Nello specifico, ‘u Cucciddatu è il pane che verrà destinato al bambino che dovrò interpretare, senza alcun intervento del “sonoro”, durante il pranzo dei Santi, la figura di Gesù.
Esso è uno dei tre “pezzi “ principali e fa parte del “pani grossu“ esposto sull’altare centrale della ”Cena“.
La sua forma ricorda, all’incirca, quella di un imponente fiore, o, ancor meglio, quella di una stella, la più importante, cioè il Sole, appunto perché Gesù viene ad essere l’emblema della Verità illuminante. Sulla superficie di questo “pane grossu“ si può notare la scritta “Gesù” o la sola iniziale “G”. Va detto, tuttavia, come ci sia, in tutta l’impalcatura e pure sul suddetto “Cucciddatu“, un’ossessiva ripetizione simbolica della breve vita e della Passione di Gesù Cristo e, quindi, l’identificazione delle figure dei San Giuseppe e la Madonna tramite la costruzione e fruizione di una sorta di nomenclatura di segni ricorrenti. Allora, sul “Cucciddatu“ troviamo riprodotta la “cammisedda“ (la piccola “camicia” di Gesù in fasce), la quale dichiara la semplicità, nonché la povertà del Figlio di Dio; poi, i fiori di gelsomino, il globo terrestre, la croce, la corona di spine di rovi, i tre chiodi della Crocifissione, il martello, la scala, la lancia che trafisse il costato del Cristo. Taluni aggiungono la “cuffitedda“, ossia una specie di cesta, in fibra vegetale, che contiene i terribili strumenti con cui fu issata e fissata sul Golgota la Croce su cui spirò Gesù: cunei, corda e non manca il sudario ed altre declamazioni metaforiche. Il complesso di questi simboli tratteggia bene, come già detto in precedenza, l’infanzia, la vita terrena, la Passione del Figlio di Dio.
E tutto l’apparato di simboli summenzionati, a seconda della perizia e dell’immaginario stratificatisi di generazione in generazione, vengono riprodotti e rappresentati o in toto sui “pezzi“ (chiamiamoli così) chiave della scena oppure vengono ripetuti singolarmente. In tale maniera, è assai agevole reperirli in determinati punti prestabiliti della struttura lignea e vegetale.
Altro pane di notevole fattura artistico – decorativa e di non trascurabile significato è quello della “Parma“, pane che viene poi offerto alla ragazza che, nel pranzo dei Santi, dovrebbe calarsi nei panni della Madonna.

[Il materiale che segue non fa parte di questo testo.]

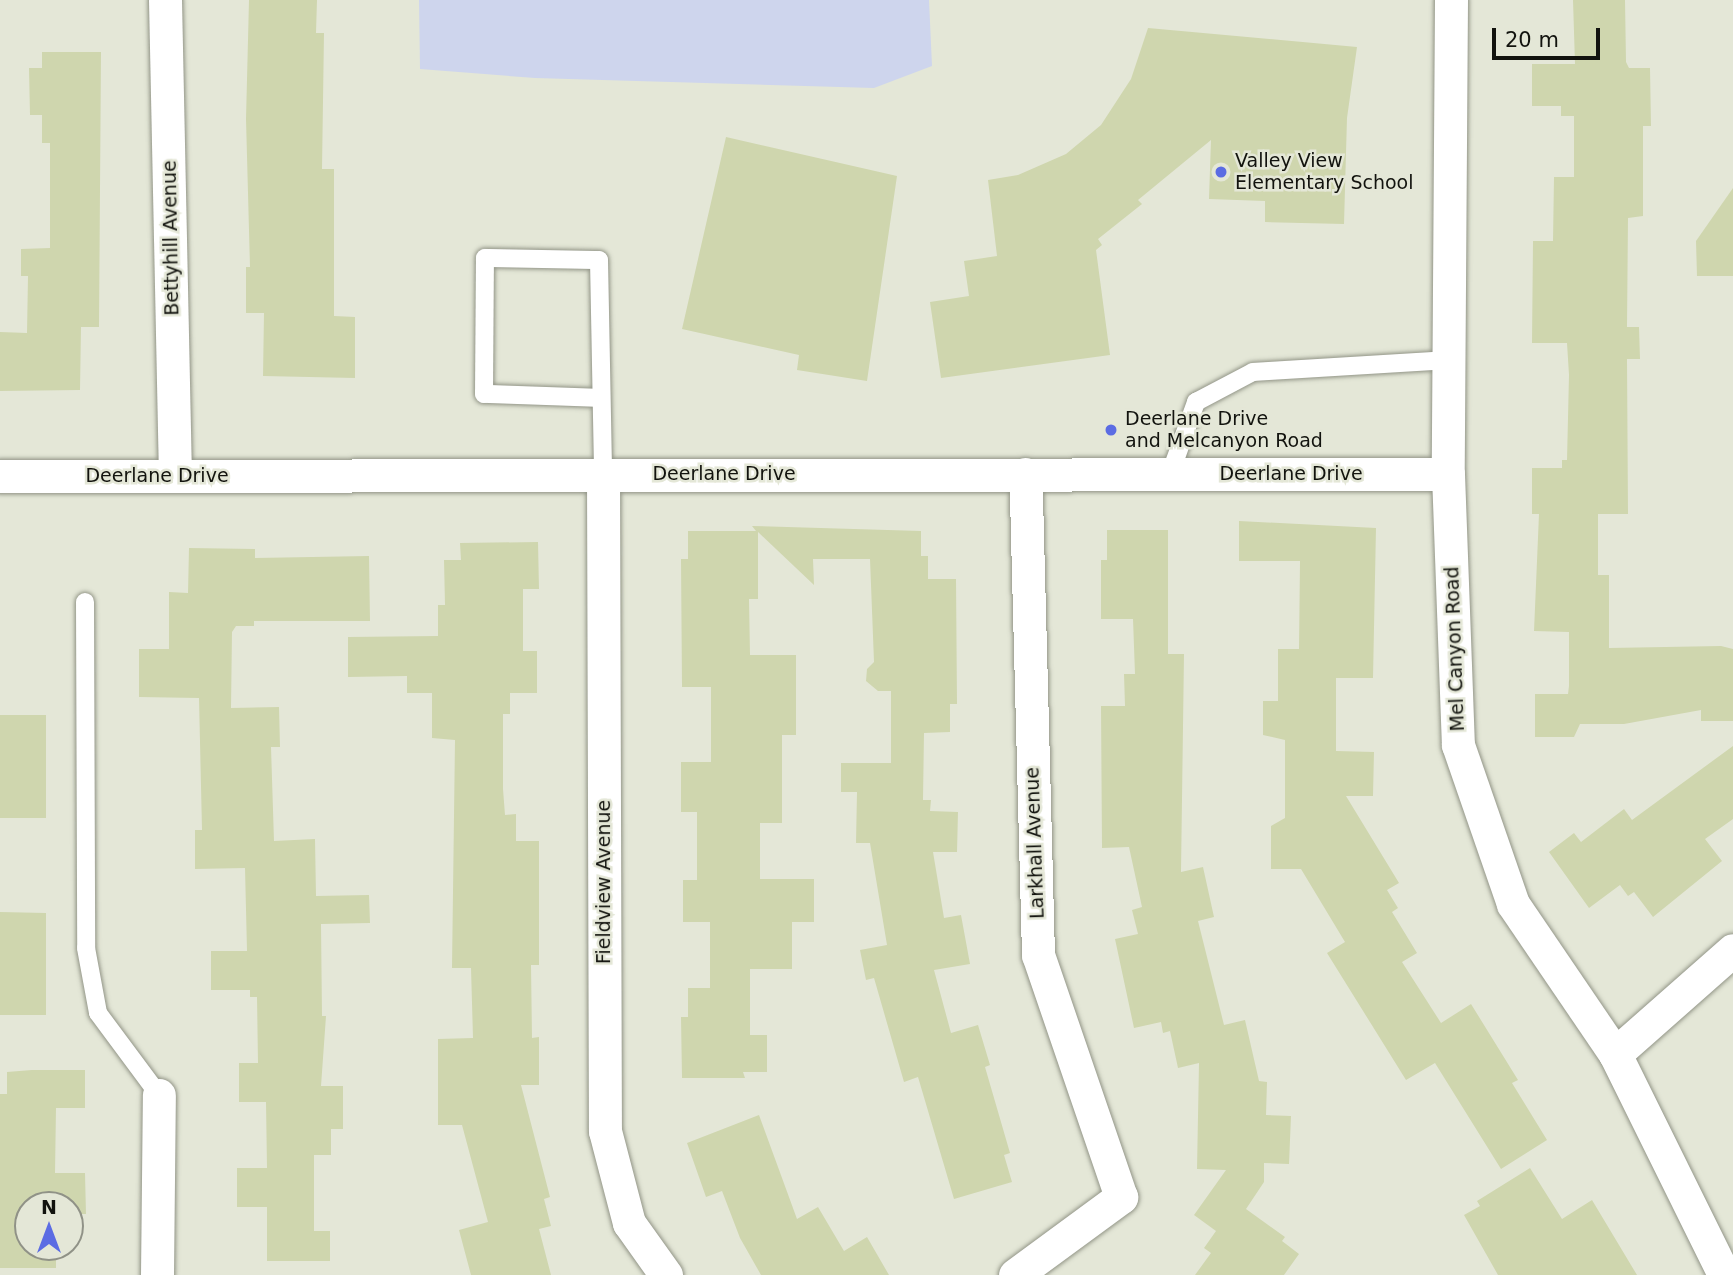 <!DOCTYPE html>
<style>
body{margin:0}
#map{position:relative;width:1733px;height:1275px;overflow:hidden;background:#e4e7d7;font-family:"DejaVu Sans",sans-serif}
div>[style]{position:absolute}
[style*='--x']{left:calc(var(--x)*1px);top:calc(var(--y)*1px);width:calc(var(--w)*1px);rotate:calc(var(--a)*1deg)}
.green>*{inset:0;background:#ced5ed}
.building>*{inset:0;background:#cfd6ae}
.roads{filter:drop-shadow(0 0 2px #929587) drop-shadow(0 0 2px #929587)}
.service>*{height:18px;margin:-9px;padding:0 9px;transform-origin:9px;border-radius:9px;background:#fff}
.minor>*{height:33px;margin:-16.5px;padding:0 16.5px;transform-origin:16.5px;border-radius:16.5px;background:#fff}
.dots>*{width:19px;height:19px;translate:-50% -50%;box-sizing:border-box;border:4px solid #e4e7d7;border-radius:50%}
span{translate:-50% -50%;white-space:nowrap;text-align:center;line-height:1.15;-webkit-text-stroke:5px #e4e7d7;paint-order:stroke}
.poi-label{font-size:19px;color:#12130e}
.left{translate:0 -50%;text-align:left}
.street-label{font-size:19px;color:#12130e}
.north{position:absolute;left:14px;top:1191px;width:70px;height:70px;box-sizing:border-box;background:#e4e7d7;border:2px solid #909287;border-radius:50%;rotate:0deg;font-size:19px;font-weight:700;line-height:28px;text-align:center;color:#12130e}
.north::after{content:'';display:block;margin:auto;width:24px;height:32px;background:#5b6ce3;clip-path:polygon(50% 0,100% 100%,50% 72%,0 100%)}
.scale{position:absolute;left:1492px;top:28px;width:108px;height:32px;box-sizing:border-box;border:4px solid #12130e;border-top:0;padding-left:9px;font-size:21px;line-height:24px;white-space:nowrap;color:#12130e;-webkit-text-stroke:5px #e4e7d7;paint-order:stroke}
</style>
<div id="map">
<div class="green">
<i style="clip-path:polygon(419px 0,929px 0,932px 66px,874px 88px,535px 78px,420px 69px)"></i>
</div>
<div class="building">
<i style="clip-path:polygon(249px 0,317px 0,316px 33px,324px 33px,322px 169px,334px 169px,334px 316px,355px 317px,355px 378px,263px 376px,264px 313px,246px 313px,246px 267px,250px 267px,246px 119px)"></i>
<i style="clip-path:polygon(1573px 0,1625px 0,1626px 62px,1629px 68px,1650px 68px,1651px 126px,1643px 126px,1643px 216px,1628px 218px,1627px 327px,1639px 327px,1640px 359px,1627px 359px,1628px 514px,1598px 514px,1598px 575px,1609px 575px,1609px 648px,1721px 646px,1733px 649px,1733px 721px,1701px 721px,1701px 710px,1624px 724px,1580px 724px,1574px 737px,1535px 737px,1535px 694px,1568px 694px,1569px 686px,1569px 632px,1534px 631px,1539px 514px,1532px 514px,1532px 468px,1562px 468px,1562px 460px,1567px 460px,1569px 375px,1567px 343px,1532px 343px,1533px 241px,1553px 241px,1554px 177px,1574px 177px,1574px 116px,1561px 116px,1561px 106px,1532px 106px,1532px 64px,1575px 64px)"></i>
<i style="clip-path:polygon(1148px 28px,1357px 47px,1347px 118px,1344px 224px,1265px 222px,1265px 201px,1209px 199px,1211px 140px,1138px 200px,1142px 204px,1098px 239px,1102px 245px,1096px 250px,1110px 355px,941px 378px,930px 302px,969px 296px,964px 261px,997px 256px,988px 180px,1018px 175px,1066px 154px,1101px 125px,1131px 79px)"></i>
<i style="clip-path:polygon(42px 52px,101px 52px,99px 327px,81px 327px,80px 390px,0 391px,0 332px,27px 333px,28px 276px,21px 276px,21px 249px,50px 248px,50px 143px,42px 143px,42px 115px,30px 115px,29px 68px,42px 68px)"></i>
<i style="clip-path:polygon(726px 137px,897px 176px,867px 381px,797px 370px,799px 355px,682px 329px)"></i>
<i style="clip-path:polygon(1733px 188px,1733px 276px,1697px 276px,1696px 241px)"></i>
<i style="clip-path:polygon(1239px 521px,1376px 528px,1373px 678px,1336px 678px,1336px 751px,1374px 752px,1373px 796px,1346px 796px,1399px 883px,1387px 890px,1398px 908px,1392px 912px,1417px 953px,1402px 962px,1441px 1023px,1471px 1004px,1518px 1080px,1512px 1083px,1547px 1140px,1501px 1169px,1435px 1063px,1406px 1080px,1327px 953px,1345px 942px,1301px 869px,1271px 869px,1271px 826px,1285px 818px,1285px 740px,1263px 735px,1263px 701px,1278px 701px,1278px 649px,1299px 649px,1300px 561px,1239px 561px)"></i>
<i style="clip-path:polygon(752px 526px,921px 531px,921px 556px,928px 556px,928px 579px,956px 579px,957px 704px,950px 704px,950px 732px,924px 733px,923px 800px,931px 800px,930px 811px,958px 812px,957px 852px,933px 852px,944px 918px,961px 915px,970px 964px,934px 970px,951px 1033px,978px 1025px,990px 1065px,985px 1067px,1010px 1153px,1004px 1155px,1012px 1182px,954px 1199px,918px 1077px,904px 1082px,874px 978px,866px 980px,860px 950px,887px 945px,870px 843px,856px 843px,857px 792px,841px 792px,841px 763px,891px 763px,891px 691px,878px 691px,866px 681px,867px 669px,874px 662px,870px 559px,813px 559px,814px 585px,758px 532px,758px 599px,749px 599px,750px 655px,796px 655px,796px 735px,782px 735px,782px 823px,760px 823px,760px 879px,814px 879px,814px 922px,792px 922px,792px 969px,750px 969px,750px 1035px,767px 1035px,767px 1072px,743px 1072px,745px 1078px,682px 1078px,681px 1017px,688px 1017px,688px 988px,710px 988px,710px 922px,683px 922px,683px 880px,697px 880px,697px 812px,681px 812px,681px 762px,711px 762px,711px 687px,682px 687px,681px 559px,688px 559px,688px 531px,756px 531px)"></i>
<i style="clip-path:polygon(1107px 530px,1168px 530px,1168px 654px,1184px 654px,1181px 872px,1203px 867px,1214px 917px,1198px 921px,1224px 1025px,1245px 1020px,1259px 1081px,1267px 1082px,1266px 1115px,1291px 1116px,1289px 1164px,1264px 1163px,1264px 1182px,1246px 1209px,1285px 1237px,1282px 1241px,1299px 1254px,1284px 1275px,1195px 1275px,1211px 1253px,1204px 1248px,1216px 1231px,1194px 1215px,1226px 1170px,1197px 1169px,1199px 1063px,1178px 1068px,1170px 1031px,1163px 1033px,1161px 1022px,1134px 1028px,1115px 939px,1138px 934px,1132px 910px,1142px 907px,1129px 847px,1102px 848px,1101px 706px,1125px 706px,1124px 674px,1135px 674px,1133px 619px,1101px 619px,1101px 560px,1107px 560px)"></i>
<i style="clip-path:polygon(538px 542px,539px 589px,523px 589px,523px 651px,537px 651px,537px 693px,510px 693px,510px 714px,503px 714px,503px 789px,505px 815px,516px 814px,516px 841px,539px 841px,539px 965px,531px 965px,532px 1038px,539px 1037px,539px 1085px,521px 1085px,550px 1197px,544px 1199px,551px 1226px,539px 1229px,551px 1275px,471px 1275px,459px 1230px,488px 1222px,462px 1125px,438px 1125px,438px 1039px,473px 1038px,471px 968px,452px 968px,455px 740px,432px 738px,432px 693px,407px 693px,407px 676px,348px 677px,348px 637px,438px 636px,438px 605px,445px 605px,444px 560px,461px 560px,460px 543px)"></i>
<i style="clip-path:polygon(189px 548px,255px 549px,255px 558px,369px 556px,370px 621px,254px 621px,254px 626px,236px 626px,232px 632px,231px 708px,279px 707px,280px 747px,271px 747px,274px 841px,315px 839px,316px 896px,369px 895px,370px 923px,321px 924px,322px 1016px,326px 1016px,321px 1086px,343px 1086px,343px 1129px,331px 1129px,331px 1155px,314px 1155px,314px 1231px,330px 1231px,330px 1261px,267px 1261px,267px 1207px,237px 1207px,237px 1168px,267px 1168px,266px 1102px,239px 1102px,239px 1063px,258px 1063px,257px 997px,250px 997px,250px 990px,211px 990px,211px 951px,247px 951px,245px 868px,195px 869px,195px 830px,202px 830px,199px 698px,139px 697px,139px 649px,169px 649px,169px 592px,188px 593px)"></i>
<i style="clip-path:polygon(0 715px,46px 715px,46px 818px,0 818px)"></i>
<i style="clip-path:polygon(1733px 746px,1733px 819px,1705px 839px,1722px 861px,1653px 917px,1634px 892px,1628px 896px,1620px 885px,1589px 908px,1549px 852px,1574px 833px,1581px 842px,1624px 809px,1632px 820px)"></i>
<i style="clip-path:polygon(0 912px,46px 913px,46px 1015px,0 1015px)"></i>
<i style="clip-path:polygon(32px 1070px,85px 1070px,85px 1108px,56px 1108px,55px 1173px,85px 1173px,86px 1214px,70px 1214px,70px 1205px,28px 1205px,28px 1247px,56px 1247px,56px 1268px,0 1268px,0 1094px,7px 1094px,7px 1072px)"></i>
<i style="clip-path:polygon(759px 1115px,797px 1219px,818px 1207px,844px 1251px,867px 1237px,889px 1275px,761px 1275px,740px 1238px,722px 1191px,706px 1197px,687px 1143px)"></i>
<i style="clip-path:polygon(1530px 1168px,1562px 1219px,1592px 1200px,1637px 1275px,1498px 1275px,1464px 1215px,1480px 1206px,1477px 1201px)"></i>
</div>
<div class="roads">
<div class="service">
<i style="--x:601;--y:398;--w:117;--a:-178"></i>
<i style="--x:484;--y:394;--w:136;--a:-89.6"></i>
<i style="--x:485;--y:258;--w:114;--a:1"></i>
<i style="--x:599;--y:260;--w:213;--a:88.9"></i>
<i style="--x:1170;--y:474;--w:77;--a:-70.1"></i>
<i style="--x:1196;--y:402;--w:64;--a:-27.8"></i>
<i style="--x:1253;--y:372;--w:196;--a:-3.5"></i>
<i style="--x:85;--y:602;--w:346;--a:89.8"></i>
<i style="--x:86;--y:948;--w:66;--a:79.5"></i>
<i style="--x:98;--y:1013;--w:102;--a:53.4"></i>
</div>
<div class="minor">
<i style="--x:165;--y:0;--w:476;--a:88.8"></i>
<i style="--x:1451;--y:0;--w:474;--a:90.4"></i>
<i style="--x:1448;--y:474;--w:271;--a:87.9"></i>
<i style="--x:1458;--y:745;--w:168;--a:70.9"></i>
<i style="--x:1513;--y:904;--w:181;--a:55.8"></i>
<i style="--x:1615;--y:1054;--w:246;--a:63.7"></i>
<i style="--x:603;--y:473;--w:658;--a:89.83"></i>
<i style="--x:605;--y:1131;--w:95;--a:75.4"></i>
<i style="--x:629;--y:1223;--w:64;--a:54.6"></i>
<i style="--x:0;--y:476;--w:1448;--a:-0.08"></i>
<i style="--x:1615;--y:1054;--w:157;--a:-41.4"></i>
<i style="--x:157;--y:1275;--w:180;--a:-89.4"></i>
<i style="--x:1015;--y:1275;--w:132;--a:-36.3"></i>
<i style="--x:1121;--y:1197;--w:256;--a:-108.9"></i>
<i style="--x:1038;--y:955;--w:481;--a:-91.5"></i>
</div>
</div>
<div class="dots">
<i style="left:1221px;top:172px;background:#5b6ce3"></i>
<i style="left:1111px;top:430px;background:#5b6ce3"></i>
</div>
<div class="poi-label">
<span class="left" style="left:1235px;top:172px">Valley View<br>Elementary School</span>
<span class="left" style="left:1125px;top:430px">Deerlane Drive<br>and Melcanyon Road</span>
</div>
<div class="street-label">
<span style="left:171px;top:238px;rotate:-91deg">Bettyhill Avenue</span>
<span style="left:724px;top:474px">Deerlane Drive</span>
<span style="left:1291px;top:474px">Deerlane Drive</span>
<span style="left:157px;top:476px">Deerlane Drive</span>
<span style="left:1455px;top:649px;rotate:-92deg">Mel Canyon Road</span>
<span style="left:1035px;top:843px;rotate:-92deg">Larkhall Avenue</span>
<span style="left:604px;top:882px;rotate:-90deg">Fieldview Avenue</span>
</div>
<div class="north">N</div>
<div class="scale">20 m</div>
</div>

Oltre alla lettera “M“, è possibile notare i datteri che costituirono, secondo un racconto consolidato nella memoria popolare, il cibo di Maria durante la fuga in Egitto, al fine di evitare quel famoso bagno di sangue ordinato da Erode, ossessionato dagli incubi della lesa maestà.
Ora, seconda tale nota ed antica leggenda, Maria, trovandosi nel deserto, ebbe a soffrire i morsi della fame e gli spasmi della sete. Fu proprio in quel preciso istante che una palma (l’albero della vita, della vittoria , dell’ascesa, della rinascita ma, soprattutto, in età cristiana, della resurrezione dei martiri e della pace), alla cui accogliente ombra i tre fuggitivi si erano soffermati a sostare dalle fatiche di quel forzato esodo, si chinò per porgere a Maria i succulenti frutti di cui disponeva per poi rialzarsi subito dopo.
Sulla superficie di detto “pani grossu“ si evidenziano, inoltre, una rosa che simboleggia, con la sua fragranza odorosa e la pur discreta avvenenza, il candore vergineo della Madonna; poi, è la volta della “scocca“ (fiocco), ornamento che cingeva la Vergine Maria, emblema della femminilità; a seguire, ecco le forbici, testimonianza allegorica della laboriosità domestica della Madonna, le dodici stelle che contornano la parte superiore della “Parma“, simbolo dello Stellario, presente nella rappresentazione scultorea della Madre di Gesù, assunta in cielo.
Quindi, ricapitolando, da un lato, ‘u Cucciddatu individua, a partire dal centro dell’altare, il Bambin Gesù, poi, alla destra di chi assiste visivamente alla scena preordinata, la “Parma“ e, alla sinistra, dello spettatore posto frontalmente, il terzo e ultimo pane principale, ossia ‘u Vastuni, quello dedicato al protettore della famiglia, San Giuseppe di cui stiamo parlando.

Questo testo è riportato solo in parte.